EXERCISE DATA:
- Opening Delimiter -

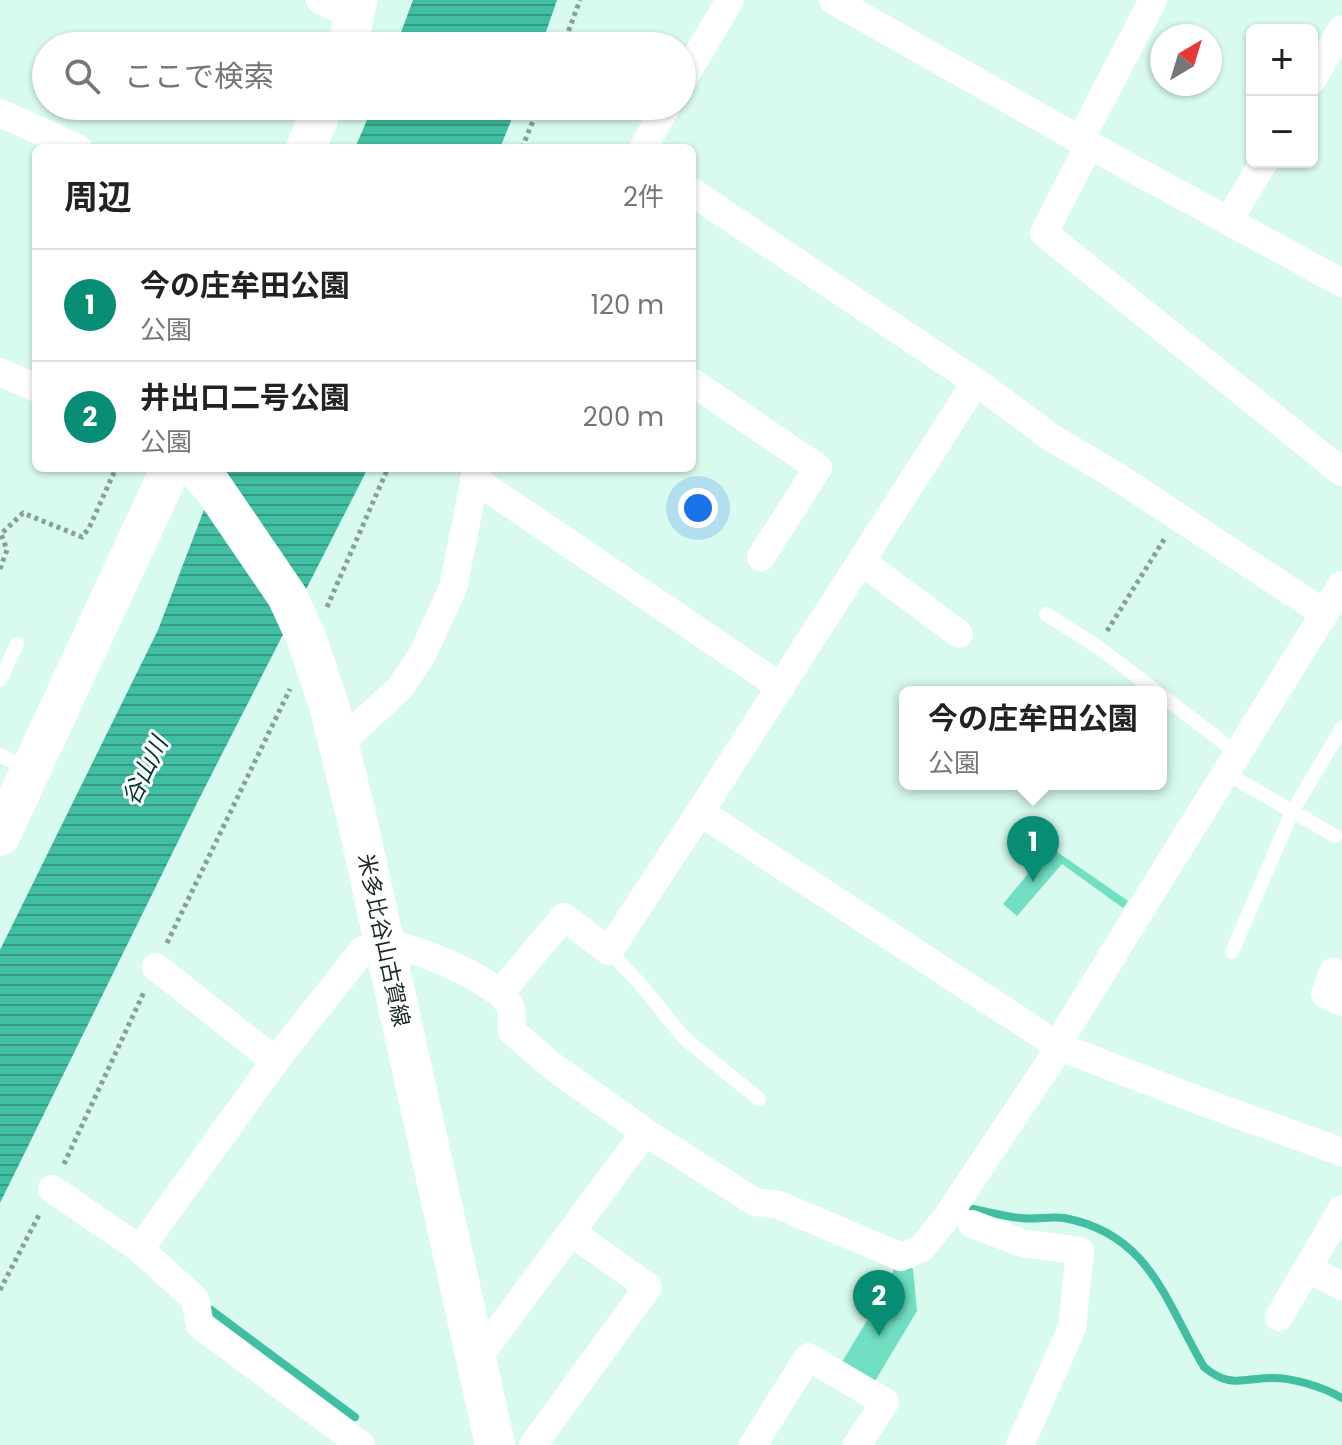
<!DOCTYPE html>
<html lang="ja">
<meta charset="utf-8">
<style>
:root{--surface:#fff;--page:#f6f6f6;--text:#222;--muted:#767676;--line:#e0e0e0;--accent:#068d74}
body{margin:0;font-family:Poppins,"Noto Sans JP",sans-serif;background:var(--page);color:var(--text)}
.controls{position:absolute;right:24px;top:24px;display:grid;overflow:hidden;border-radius:12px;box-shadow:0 2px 6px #0004}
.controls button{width:72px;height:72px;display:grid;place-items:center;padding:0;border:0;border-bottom:2px solid var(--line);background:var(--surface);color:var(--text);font:40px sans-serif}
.compass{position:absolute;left:1150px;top:24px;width:72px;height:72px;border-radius:50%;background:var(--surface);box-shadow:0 2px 6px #0004;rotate:38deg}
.you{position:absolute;left:698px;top:508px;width:28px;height:28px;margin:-20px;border:6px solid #fff;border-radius:50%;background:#1a73e8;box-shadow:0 0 0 12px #1a73e833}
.badge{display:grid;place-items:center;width:52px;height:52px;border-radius:50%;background:var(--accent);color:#fff;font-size:26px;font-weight:700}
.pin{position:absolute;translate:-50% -66px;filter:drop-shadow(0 2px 4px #0008)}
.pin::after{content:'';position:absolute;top:42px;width:28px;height:24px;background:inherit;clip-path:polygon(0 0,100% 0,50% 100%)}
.popup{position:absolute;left:899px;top:686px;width:268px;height:104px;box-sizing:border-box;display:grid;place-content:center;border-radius:12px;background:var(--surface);filter:drop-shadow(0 2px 6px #0005);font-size:26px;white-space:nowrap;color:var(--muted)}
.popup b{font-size:30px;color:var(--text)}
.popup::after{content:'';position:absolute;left:50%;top:100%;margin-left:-16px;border:16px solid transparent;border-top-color:var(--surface)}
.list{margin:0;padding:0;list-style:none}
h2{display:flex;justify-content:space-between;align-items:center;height:104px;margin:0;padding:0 32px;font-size:34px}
h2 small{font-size:26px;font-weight:400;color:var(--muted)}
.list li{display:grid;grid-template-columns:52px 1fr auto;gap:24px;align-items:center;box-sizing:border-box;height:112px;padding:0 32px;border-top:2px solid var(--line)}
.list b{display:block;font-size:30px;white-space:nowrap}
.list p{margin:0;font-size:26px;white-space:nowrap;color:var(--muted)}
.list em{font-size:26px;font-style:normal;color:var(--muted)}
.icon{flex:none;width:44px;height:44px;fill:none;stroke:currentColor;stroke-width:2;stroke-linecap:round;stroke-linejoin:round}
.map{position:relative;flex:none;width:1342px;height:1445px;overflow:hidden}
.search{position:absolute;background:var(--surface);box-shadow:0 2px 6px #0004;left:32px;top:32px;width:664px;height:88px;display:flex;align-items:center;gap:20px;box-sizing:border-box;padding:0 28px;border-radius:44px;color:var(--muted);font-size:30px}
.panel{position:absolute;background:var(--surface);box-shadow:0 2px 6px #0004;left:32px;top:144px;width:664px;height:328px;border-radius:12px}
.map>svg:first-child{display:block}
.green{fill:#71dfc2}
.water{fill:url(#water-rules)}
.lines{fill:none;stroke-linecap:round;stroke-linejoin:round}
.stream{stroke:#42bfa2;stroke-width:8}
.path{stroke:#87a098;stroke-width:5;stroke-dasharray:4 4;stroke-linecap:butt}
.lane{stroke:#fff;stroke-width:14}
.street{stroke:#fff;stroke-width:28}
.secondary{stroke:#fff;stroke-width:40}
.labels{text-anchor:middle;stroke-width:6;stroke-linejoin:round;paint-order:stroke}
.street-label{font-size:22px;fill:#1a2723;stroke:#fff}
.water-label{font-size:24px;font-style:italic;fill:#00372c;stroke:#fff}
</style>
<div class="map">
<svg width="1342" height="1445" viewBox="0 0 1342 1445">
<defs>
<pattern id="water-rules" width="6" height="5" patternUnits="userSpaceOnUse" patternTransform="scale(2)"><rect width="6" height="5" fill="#42bfa2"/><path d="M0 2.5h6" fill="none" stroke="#369b84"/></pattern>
</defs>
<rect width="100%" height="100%" fill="#d8faef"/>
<g class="green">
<path d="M1050,847l78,54 -5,7 -61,-44 -45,52 -14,-12z"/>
<path d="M896,1263l17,6 4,42 -42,70 -33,-19 44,-73z"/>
</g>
<g class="water">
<path d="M413,0h144l-16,46h-145z"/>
<path d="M373,106h144l-17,42h-145z"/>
<path d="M220,468h148l-169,331 -199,404v-253l158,-320z"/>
</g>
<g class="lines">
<g class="stream">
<path d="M973,1209c16,3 32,8 48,9 14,2 29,-2 43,0 86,16 101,83 140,149 25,21 37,12 65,11 23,-1 54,9 73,20"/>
<path d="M211,1310l144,107"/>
</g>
<g class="path">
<path d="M563,46l17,-46"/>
<path d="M522,148l17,-42"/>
<path d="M0,569l7,-19 -6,-16 22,-21 59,24 7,-9 27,-60"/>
<path d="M327,607l61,-139"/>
<path d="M1107,631l58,-93"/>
<path d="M167,943l123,-254"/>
<path d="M64,1164l80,-172"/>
<path d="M0,1290l40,-77"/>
</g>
<g class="lane">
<path d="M1046,614l52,33 59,45"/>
<path d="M0,680l17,-36"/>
<path d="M1161,695l76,58"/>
<path d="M0,755l28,14"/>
<path d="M1226,773l109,63"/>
<path d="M609,951l32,34 43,53 75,61"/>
<path d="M1232,952l60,-140 50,-84"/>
</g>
<g class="street">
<path d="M320,0l35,16"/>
<path d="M833,0l247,140 262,143"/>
<path d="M1312,80l30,-51"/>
<path d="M682,81l48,-81"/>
<path d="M0,113l78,35"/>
<path d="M1080,140l73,-140"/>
<path d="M1089,145l-45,88 298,239"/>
<path d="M643,148l24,-42"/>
<path d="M692,192l284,190 76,56 64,38 208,137"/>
<path d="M1229,220l35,-58"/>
<path d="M0,372l36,16"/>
<path d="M692,382l126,86 -57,89"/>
<path d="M474,479l307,208"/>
<path d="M861,561l98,73"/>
<path d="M338,745l62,-57 22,-33 31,-67 24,-120"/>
<path d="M700,812l276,-430"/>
<path d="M156,967l119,94"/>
<path d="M1333,972l-8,22 17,8"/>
<path d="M500,993l64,-76 45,34 91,-139 360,235 143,55 139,50"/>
<path d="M52,1189l88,60"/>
<path d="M972,1224l50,19 58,8 -8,77 -52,117"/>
<path d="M1309,1269l33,17"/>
<path d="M1279,1317l63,-108"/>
<path d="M477,1359l168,-227"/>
<path d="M361,1445l-161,-120 -5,-26 -55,-50 135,-188 88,-111c6,-2 13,-5 18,-6 25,-2 120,38 129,62 3,6 1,18 2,25l43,37 90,64 110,70 24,3 122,52 21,-9 24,-30 114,-171 8,-20 274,-442"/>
<path d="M533,1445l115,-158 -77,-55"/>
<path d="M753,1445l55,-88 77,45 -28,43"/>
</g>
<g class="secondary">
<path d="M348,46l9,-46"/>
<path d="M306,148l17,-42"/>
<path d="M195,468l17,18 75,110 19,41 23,68 27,110 139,630"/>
<path d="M0,836l171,-368"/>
</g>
</g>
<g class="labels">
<g class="street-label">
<text transform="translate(384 940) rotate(78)" y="8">米多比谷山古賀線</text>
</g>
<g class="water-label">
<text transform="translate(145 771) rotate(-64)" y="8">谷山川</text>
</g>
</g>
</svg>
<div class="controls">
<button>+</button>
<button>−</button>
</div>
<svg class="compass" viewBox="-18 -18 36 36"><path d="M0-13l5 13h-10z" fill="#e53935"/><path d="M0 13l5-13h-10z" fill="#767676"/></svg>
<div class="you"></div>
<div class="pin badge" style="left:1033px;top:882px">1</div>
<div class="popup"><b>今の庄牟田公園</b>公園</div>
<div class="pin badge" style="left:879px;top:1336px">2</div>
<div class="search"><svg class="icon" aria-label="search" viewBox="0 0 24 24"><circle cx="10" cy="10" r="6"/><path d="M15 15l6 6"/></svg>ここで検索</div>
<section class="panel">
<h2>周辺<small>2件</small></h2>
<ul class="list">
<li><span class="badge">1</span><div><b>今の庄牟田公園</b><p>公園</p></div><em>120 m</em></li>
<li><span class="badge">2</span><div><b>井出口二号公園</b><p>公園</p></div><em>200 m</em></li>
</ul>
</section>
</div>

- Closing Delimiter -

YOUR GOAL: Only the lines from the start of the records to the line with "solid #fff;border-radius:50%;background:#1a73e8;box-shadow:0 0" belong in the copy. Print them exactly, minus pictures.

RESPONSE TO THIS EXERCISE:
<!DOCTYPE html>
<html lang="ja">
<meta charset="utf-8">
<style>
:root{--surface:#fff;--page:#f6f6f6;--text:#222;--muted:#767676;--line:#e0e0e0;--accent:#068d74}
body{margin:0;font-family:Poppins,"Noto Sans JP",sans-serif;background:var(--page);color:var(--text)}
.controls{position:absolute;right:24px;top:24px;display:grid;overflow:hidden;border-radius:12px;box-shadow:0 2px 6px #0004}
.controls button{width:72px;height:72px;display:grid;place-items:center;padding:0;border:0;border-bottom:2px solid var(--line);background:var(--surface);color:var(--text);font:40px sans-serif}
.compass{position:absolute;left:1150px;top:24px;width:72px;height:72px;border-radius:50%;background:var(--surface);box-shadow:0 2px 6px #0004;rotate:38deg}
.you{position:absolute;left:698px;top:508px;width:28px;height:28px;margin:-20px;border:6px solid #fff;border-radius:50%;background:#1a73e8;box-shadow:0 0 0 12px #1a73e833}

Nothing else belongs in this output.